Some business consultants in the United Kingdom have advised entrepreneurs to develop professional ethics in business in order to have a successful and sustainable enterprise, FinIntell reports.
Speaking at a UK-Africa Trade and Investment Conference in London recently, organised by the African Business Chamber, Eugene Nizeyimana, the Chief Executive of the organisation, said that for a business to be sustained, an enabling environment for moral value development must be created.
Mr Nizeyimana, an entrepreneur and management consultant, said that ethical leadership in an organisation is the primary responsibility of the individual who created the business, bearing most of the risks and enjoying most of the rewards. “Living these principles on a daily basis will then help foster the message of value to staff and customers,” he added.
Various speakers at the conference agreed that many companies propound ethical values but do not stick to them in practice and in day-to-day relationships between staff, customers and suppliers.
Do Business Right
Rashida Abdulai, a legal consultant and founder of the Africa-focused legal platform, Strand Sahara, encouraged entrepreneurs at the event to regularly develop their business skills and also seek professional legal advice on the best business practice.
Ms. Abdulai, credited for the quote, “The world needs more lawyerpreneurs and there has never been a better time to become one,” started Strand Sahara company after recognising a legal gap between African businesses in search of investment and the investors and multinationals in search of investment-ready African businesses to invest in.
Her organisation uses legal technology to address the further challenge of providing effective, valuable legal services fit for the digital age.

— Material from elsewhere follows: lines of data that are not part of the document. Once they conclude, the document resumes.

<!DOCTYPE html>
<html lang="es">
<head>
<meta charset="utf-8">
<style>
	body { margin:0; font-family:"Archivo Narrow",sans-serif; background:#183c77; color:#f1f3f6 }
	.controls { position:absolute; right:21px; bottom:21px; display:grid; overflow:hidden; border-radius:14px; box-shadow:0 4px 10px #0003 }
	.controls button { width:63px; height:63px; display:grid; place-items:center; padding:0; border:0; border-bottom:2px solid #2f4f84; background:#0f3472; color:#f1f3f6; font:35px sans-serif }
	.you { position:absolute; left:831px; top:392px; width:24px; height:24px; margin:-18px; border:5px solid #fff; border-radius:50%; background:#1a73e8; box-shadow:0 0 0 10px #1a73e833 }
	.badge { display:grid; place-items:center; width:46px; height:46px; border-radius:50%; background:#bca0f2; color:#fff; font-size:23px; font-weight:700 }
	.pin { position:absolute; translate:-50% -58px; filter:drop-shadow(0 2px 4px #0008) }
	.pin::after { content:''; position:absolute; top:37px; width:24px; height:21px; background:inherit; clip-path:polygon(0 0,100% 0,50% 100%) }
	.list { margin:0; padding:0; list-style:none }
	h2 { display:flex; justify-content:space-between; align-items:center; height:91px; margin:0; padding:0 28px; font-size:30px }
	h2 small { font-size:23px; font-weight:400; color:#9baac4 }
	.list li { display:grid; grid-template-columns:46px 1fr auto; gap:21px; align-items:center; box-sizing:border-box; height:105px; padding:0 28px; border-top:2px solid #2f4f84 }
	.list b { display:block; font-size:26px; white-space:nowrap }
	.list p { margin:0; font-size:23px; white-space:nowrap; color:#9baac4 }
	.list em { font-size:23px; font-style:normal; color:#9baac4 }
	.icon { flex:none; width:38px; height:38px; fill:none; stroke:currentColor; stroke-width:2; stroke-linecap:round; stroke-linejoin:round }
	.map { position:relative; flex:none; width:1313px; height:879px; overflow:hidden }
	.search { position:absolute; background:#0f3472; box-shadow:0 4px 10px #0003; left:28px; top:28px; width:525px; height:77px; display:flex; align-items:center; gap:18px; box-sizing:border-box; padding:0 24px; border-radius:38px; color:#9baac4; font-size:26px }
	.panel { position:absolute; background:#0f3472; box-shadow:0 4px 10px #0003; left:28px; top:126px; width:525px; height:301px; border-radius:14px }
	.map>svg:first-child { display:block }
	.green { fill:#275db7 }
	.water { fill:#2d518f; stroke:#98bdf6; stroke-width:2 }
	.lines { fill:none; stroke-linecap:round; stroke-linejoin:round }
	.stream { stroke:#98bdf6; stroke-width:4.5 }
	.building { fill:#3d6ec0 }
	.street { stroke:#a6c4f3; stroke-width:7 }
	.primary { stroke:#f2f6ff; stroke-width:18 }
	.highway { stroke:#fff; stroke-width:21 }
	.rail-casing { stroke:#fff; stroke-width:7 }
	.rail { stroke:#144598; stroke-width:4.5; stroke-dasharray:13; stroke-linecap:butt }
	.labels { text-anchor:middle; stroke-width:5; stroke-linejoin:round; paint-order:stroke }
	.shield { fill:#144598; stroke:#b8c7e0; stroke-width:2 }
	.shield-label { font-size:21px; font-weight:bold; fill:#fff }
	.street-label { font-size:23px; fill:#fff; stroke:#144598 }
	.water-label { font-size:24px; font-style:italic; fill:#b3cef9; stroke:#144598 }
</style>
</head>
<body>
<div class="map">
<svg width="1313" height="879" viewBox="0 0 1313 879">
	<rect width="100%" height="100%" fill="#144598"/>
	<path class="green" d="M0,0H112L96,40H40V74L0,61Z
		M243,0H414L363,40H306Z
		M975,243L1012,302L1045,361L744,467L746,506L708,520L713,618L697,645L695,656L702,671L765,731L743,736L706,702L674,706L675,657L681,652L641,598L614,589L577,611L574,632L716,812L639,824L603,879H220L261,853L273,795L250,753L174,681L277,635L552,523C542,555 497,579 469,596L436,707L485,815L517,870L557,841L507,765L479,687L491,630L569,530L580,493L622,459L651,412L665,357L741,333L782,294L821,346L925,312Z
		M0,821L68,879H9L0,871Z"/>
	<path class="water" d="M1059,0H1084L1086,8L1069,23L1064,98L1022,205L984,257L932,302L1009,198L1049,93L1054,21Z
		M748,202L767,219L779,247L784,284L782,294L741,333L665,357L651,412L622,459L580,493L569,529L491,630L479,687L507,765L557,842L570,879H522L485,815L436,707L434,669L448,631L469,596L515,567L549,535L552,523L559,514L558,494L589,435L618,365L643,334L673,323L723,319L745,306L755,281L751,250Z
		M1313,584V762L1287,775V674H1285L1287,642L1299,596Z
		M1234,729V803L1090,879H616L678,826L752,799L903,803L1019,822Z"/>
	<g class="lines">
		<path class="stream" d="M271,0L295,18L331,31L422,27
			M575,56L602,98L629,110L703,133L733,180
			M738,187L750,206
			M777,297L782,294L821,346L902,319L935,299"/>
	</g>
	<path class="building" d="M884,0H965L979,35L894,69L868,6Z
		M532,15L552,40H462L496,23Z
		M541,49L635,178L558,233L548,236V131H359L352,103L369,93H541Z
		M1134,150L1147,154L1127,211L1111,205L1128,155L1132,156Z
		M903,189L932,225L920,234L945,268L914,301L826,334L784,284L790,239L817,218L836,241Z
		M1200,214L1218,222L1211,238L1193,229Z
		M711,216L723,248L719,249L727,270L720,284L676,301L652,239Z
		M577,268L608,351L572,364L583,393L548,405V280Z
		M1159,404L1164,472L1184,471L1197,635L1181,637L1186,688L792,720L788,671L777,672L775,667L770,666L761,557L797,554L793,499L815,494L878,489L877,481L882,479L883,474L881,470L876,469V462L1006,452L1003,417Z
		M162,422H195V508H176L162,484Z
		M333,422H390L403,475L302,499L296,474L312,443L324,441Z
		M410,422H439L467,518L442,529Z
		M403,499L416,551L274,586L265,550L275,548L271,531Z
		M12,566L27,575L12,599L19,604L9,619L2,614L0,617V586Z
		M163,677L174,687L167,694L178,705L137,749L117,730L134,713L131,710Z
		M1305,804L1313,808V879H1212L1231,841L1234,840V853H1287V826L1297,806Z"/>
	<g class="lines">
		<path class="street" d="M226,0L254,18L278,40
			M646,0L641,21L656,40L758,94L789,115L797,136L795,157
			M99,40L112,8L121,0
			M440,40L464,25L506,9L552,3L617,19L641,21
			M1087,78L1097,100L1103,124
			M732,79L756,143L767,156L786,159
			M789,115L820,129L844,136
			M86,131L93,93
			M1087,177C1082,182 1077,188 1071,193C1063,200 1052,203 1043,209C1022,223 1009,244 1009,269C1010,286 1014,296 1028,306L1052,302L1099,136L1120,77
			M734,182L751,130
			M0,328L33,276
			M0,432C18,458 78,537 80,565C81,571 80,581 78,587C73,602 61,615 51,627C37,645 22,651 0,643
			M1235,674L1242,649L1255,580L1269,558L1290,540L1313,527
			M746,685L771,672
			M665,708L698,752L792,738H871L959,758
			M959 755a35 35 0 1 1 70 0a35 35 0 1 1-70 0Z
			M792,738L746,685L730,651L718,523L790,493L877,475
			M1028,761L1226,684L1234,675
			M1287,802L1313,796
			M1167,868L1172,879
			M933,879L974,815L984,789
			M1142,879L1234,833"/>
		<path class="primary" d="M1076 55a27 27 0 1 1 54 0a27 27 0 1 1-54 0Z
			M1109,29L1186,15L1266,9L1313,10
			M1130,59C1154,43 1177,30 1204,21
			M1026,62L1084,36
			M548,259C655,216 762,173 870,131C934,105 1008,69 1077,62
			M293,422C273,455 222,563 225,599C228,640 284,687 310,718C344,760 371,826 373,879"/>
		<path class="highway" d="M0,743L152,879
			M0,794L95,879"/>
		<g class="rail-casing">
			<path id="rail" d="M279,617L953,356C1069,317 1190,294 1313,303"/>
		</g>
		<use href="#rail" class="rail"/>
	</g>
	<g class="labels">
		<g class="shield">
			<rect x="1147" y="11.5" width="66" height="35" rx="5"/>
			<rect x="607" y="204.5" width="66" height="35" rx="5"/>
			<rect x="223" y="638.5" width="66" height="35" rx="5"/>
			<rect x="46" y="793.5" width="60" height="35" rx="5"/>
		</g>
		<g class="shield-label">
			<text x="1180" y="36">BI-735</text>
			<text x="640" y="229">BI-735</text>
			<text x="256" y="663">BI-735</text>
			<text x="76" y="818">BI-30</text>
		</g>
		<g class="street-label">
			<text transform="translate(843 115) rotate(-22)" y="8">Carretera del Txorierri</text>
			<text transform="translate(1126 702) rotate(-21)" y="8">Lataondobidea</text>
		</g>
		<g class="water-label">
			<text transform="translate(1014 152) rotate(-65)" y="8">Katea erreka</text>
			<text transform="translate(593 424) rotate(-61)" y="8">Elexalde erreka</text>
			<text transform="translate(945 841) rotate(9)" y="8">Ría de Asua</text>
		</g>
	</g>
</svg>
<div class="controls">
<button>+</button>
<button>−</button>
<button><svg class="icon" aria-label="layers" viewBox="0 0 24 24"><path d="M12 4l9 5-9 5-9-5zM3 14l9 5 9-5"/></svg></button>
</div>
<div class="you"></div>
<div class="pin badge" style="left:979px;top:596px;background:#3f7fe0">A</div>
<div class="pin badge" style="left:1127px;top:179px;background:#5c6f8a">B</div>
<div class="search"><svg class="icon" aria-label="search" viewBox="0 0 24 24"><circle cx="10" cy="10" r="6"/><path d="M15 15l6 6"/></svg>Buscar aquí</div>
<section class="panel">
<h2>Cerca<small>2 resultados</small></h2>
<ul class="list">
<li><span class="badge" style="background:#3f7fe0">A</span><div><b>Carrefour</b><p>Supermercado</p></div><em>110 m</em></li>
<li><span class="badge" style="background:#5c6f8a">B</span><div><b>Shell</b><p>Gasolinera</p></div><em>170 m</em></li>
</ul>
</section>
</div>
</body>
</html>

By creating systems that can provide legal solutions across the internet, Strand Sahara allows African businesses to tap into the legal expertise and services needed to get investment ready in a more convenient, transparent and less costly manner.
Trade and Investment Relations
The organiser of the conference said that the event was put together to boost trade and investment relations, encourage foreign direct investment flows, increase commercial activities and innovation, as well as to support internationalisation and supply chain. “The conference brought together leading business leaders, government officials, investors, entrepreneurs, diasporas, experts, policymakers, academia and professionals from across the World to deliberate and showcase economic growth opportunities in Africa for both local, regional and international businesses and investors,” it added.
The African Business Chamber is a UK business organisation representing African owned businesses and entrepreneurs in the UK. It prides itself as “the collective voice of African businesses in the UK,” adding that, “Our aspiration is to be the voice and advocate for the African business communities across United Kingdom, by representing their views, interests and priorities to government and in the media.”
The Chamber also organises events and runs a number of campaigns aimed at “empowering and supporting the organisation, its members and the business community around the United Kingdom to accelerate growth, enhance productivity, access new opportunities, showcase products and solutions, and highlight the needs of African businesses.”
Lessons from the UK
A foreign delegate at the conference, Sefunmi Nicholas, who owns a plastic production company in Nigeria, told FinIntell that Nigerian corporate world needs to learn business ethics from developed nations because Nigeria as a country tolerates corruption. “We live in an environment that encourages their leaders to be corrupt,” Mr. Nicholas said.
He said that business owners need to set examples of best business practice from the top that will help their organisations to develop and be sustained. He said a consistent practice and enforcement of codes of conduct is needed for business sustainability in Nigeria. “The biggest thing in Nigeria about ethical value revolves around contract seeking; when people use all means to get what they want. But walking away from whatever will compromise your ethical values is the decent way of living that Nigerian businesses must learn,” Mr Nicholas said.
On the critical issue of hiring the right staff, he noted that it is difficult to get the right people from an environment like Nigeria that has lost values but it is not impossible to get it. “Cooperations must tackle culture and environment challenges as ethical value starts from the point of hiring and firing of staff,” he said.